RRU Open Courseware Pitch

To open with full disclosure, I am a huge fan of Open Courseware (OCW), Creative Commons licensing, and the notion of free knowledge.  However, as an Educational Venture Analyst I would have to turn down the Royal Roads University (RRU) proposal based on the pitch.

One of the main thrusts of the pitch is that opening RRU courses will raise the university’s profile.  MIT OCW became widely known because they were MIT – they already had a significant global profile.  Has the profile of the Dixie State College of Utah (also an OCW member) been raised since they started opening their online courses?  Burgess gives little data about the affect opening their courseware has had on other institutions nor does she address the technical requirements or costs of this initiative.

Burgess (2008) also makes the bold claim that “being open can really help us with learner recruitment”.  However, MIT’s freshman enrollment before OCW was approximately 1050 students (Arnaout, 2000).  The freshman enrollment eight years after OCW?  1051 students (MIT, 2009).  Perhaps there are other recruitment metrics Burgess is anticipating for the small university but she doesn’t mention any.

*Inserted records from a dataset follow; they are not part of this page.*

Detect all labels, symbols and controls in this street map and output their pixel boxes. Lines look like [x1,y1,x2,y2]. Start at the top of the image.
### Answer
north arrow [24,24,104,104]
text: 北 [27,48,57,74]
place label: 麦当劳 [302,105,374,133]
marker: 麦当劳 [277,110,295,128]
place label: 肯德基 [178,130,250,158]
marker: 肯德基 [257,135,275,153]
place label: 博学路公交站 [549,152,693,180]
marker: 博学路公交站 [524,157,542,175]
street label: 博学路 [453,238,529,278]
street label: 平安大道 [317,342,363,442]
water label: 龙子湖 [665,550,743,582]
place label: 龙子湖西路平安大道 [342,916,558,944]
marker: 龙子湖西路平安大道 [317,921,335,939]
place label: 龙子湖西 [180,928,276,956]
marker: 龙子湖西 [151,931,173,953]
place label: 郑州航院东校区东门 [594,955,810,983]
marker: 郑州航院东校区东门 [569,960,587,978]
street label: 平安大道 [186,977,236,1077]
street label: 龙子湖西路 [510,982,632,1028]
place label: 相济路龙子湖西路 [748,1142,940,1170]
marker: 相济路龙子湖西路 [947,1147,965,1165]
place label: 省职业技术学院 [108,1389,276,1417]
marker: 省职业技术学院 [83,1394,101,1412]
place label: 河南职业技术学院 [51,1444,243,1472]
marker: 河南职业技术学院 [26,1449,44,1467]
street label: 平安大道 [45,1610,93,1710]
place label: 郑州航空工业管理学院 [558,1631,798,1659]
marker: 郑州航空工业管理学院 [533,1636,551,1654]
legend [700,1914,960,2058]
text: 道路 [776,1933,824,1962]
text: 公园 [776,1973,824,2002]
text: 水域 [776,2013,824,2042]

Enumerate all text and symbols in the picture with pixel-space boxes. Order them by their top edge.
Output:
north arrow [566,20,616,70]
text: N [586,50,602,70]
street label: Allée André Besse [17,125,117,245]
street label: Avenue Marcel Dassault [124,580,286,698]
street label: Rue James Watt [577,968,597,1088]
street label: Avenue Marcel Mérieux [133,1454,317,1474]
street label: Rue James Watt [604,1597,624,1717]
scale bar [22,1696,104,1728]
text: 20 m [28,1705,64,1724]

While I appreciate Burgess’s passion for a very noble venture, the pitch simply did not establish sufficient details on the benefit to the institution to warrant pursuing.

Arnaout, R. (2000).  MIT Cuts Size of Class of 2004 To Prepare for Housing Crunch.  Retrieved September 16, 2009 from http://tech.mit.edu/V120/N8/8enroll.8n.html

Burgess, M. (2008).  ETEC522 Assignment 3.  Retrieved September 16, 2009 from http://www.youtube.com/watch?v=1avzWv3_JDw

MIT (2009).  MIT Facts.  Retrieved September 16, 2009 from http://web.mit.edu/facts/enrollment.html

7 comments


1 davidp { 09.17.09 at 11:49 am }

See my comments about OCW pitches here –>

http://blogs.ubc.ca/etec522sept09/2009/09/17/rru_ready_to_invest/#comment-1176

Good points. OCW ventures are indeed speculative from an enrolment management perspective, underscored by the data you have provided. Due diligence is the hallmark of the successful EVA.

And, your time wll come to be on the pitching end, Jeff.

d.


2 Stuart Edgar { 09.17.09 at 5:17 pm }

Hi, Jeff.
I think that Mary Burgess was claiming that it would enhance the reputation of the university, which I believe is different from raising its profile. You can enhance the reputation of the university among those who already know about you. What do you think?


3 Jeff Laird { 09.17.09 at 7:21 pm }

Fair enough, Stuart; I can see the prospect of reputation building. However, I think that MIT was already well known as being an innovative and cutting edge institution who then scored big points by taking the revolutionary step of opening its courseware.

Burgess even states that RRU is insular and not as well known – being unrepresented at conferences and presentation. I think that there may be better endeavors for enhancing the reputation of a supposedly leading-edge university than by spending a lot of time and effort playing catchup to what 200 other institutions are already doing.

This is not to say that I don’t want RRU to open their courseware – I would love it if everyone did; I’m just not sold on the pitch.


4 OCW as Enrollment Enhancer « { 09.18.09 at 10:42 am }

[…] 18, 2009 · Leave a Comment Jeff Laird has a new post discussing the use of OCW as means of increasing enrollment. Laird argues that MIT OCW has not done […]


5 Brian Powell { 09.18.09 at 11:47 pm }

Open courseware initiatives do have a cost. Utah State University’s OpenCourseWare project shut down; however, it could be because the project’s champion, David Wiley, left and the funding went with him. I came across this because I get Stephen Downes feeds.

Downes, S. (2009). Utah State U.’s OpenCourseWare Closes Because of Budget Woes. Retrieved September 18, 2009 from
http://www.downes.ca/cgi-bin/page.cgi?post=49988


6 Jeff Laird { 09.21.09 at 6:51 pm }

Excellent article, thanks Brian. Interesting the mention of how this project closed for sustainability reasons. At $120,000 per year to run a project like this there better be a pretty big tangible benefit to an institution when you look at what you can get for that kind of money (that’s a couple of support staff or an enrolling professor).